Friday, July 08, 2005

What A Terrible Economy

Wait a second. I thought that job creation had suffered under W. So let's explain this...

The unemployment rate dipped in June to its lowest level in nearly four years as employers expanded payrolls modestly, a sign that the nation's job market is plugging — not powering — ahead. Wall Street rallied.

The latest employment snapshot from the Labor Department on Friday supported the view of Federal Reserve Chairman Alan Greenspan and his colleagues that the economy is in good shape and the labor market is gradually improving despite high energy prices.

The civilian unemployment rate dropped to 5 percent in June, down a notch from 5.1 percent in May and the lowest since September 2001. The jobless rate has drifted downward after hitting 6.3 percent in June 2003, its highest point during the economic recovery.

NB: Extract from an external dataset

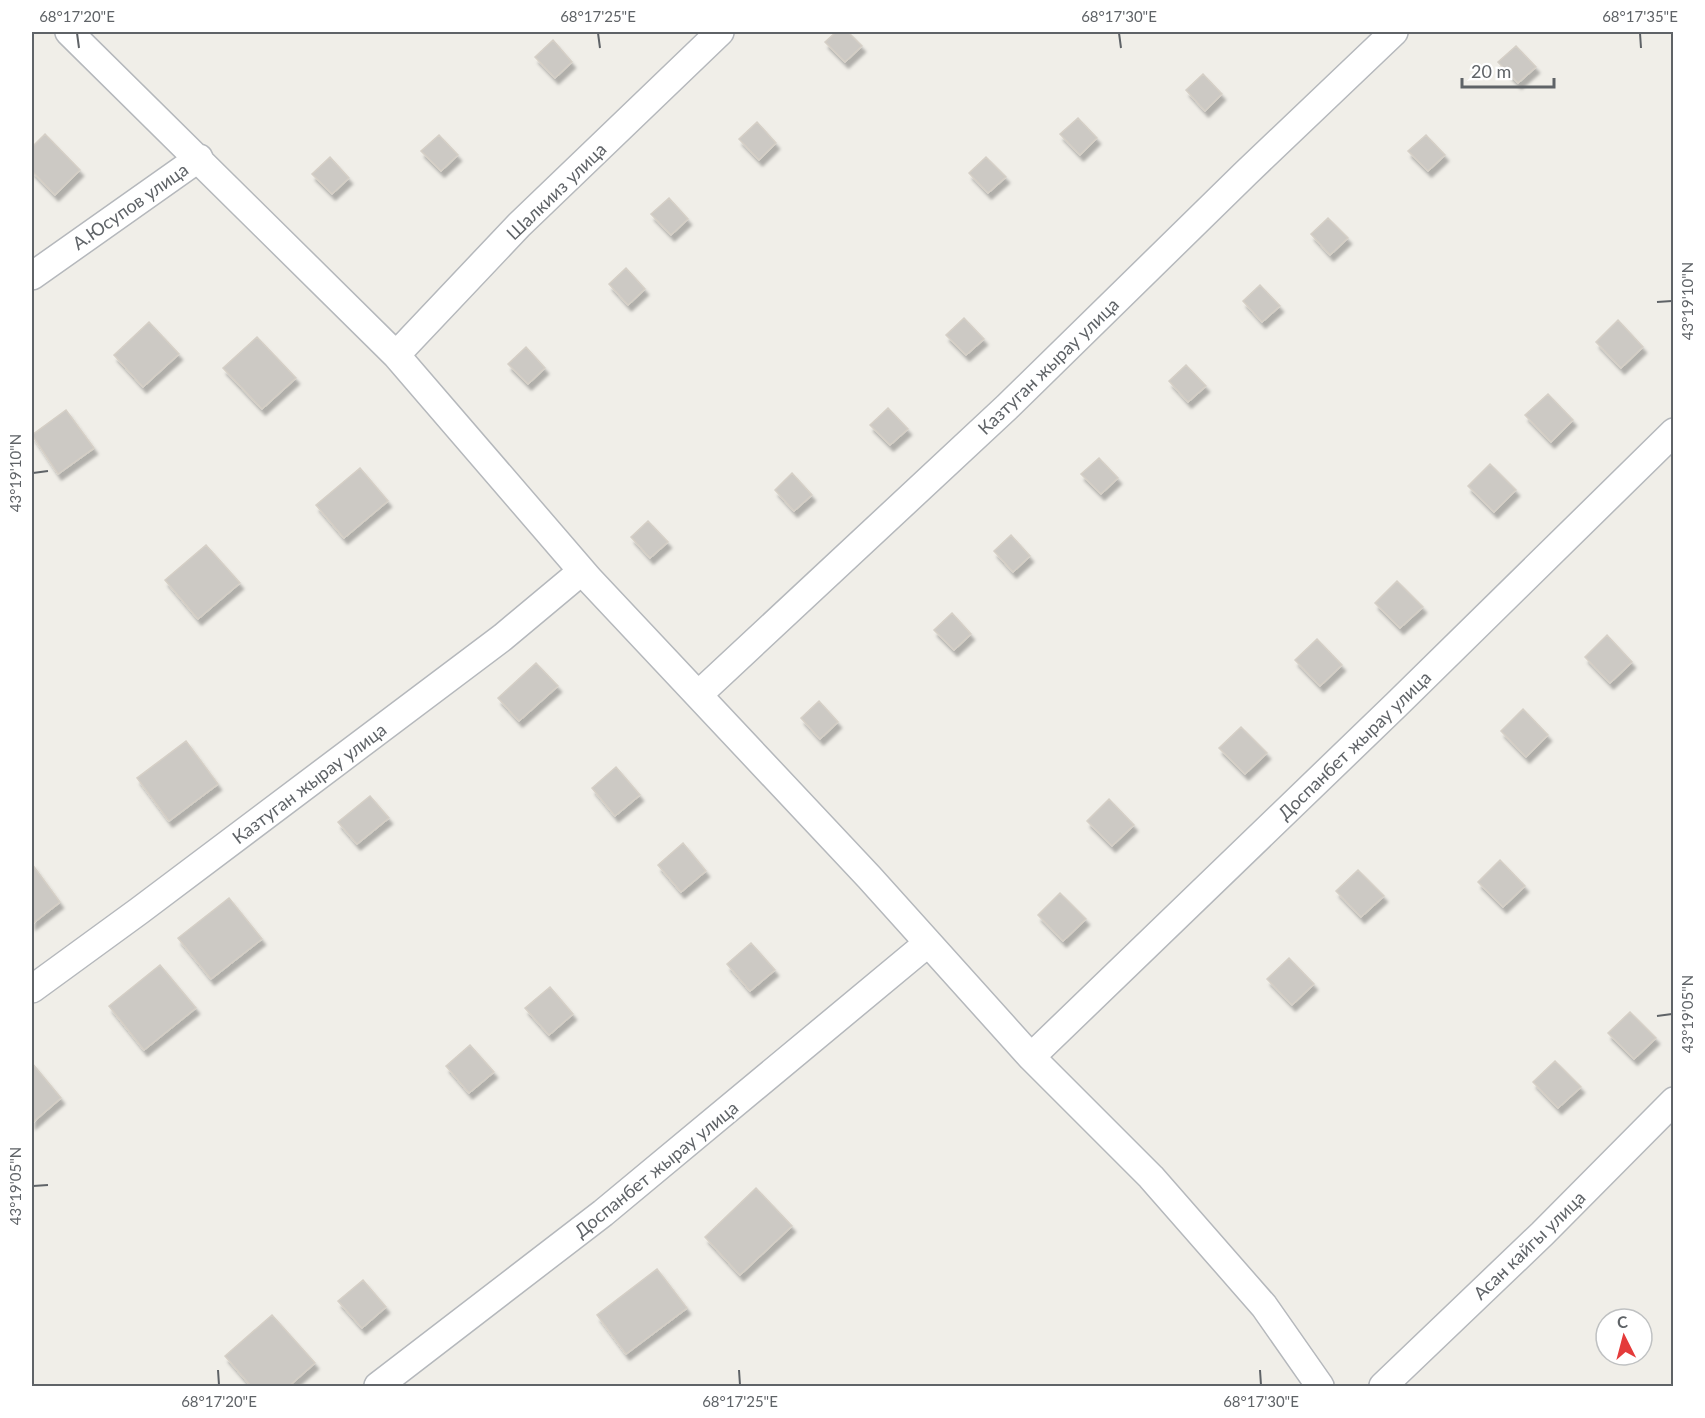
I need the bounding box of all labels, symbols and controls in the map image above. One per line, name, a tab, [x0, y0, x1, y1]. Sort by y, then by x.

Payroll growth, on the other hand, has been choppy from month to month. Employers added 146,000 new jobs in June, up from 104,000 in May.

"A lean, mean jobs machine this economy is not," said Joel Naroff, president of Naroff Economic Advisors. "But jobs are being created and the unemployment rate is falling so you really cannot complain too much."

Although economists were forecasting a more robust gain — of around 195,000 jobs — for June, their disappointment was tempered by what turned out to be better job growth in April and May. Employers added 44,000 more jobs in those two months combined than the government had previously estimated, according to revised figures released Friday.

On Wall Street, investors buoyed by the jobs news said it suggested the economy is advancing at a modest pace that won't fan inflation. The Dow Jones industrials soared 146.85 points to close at 10,449.14.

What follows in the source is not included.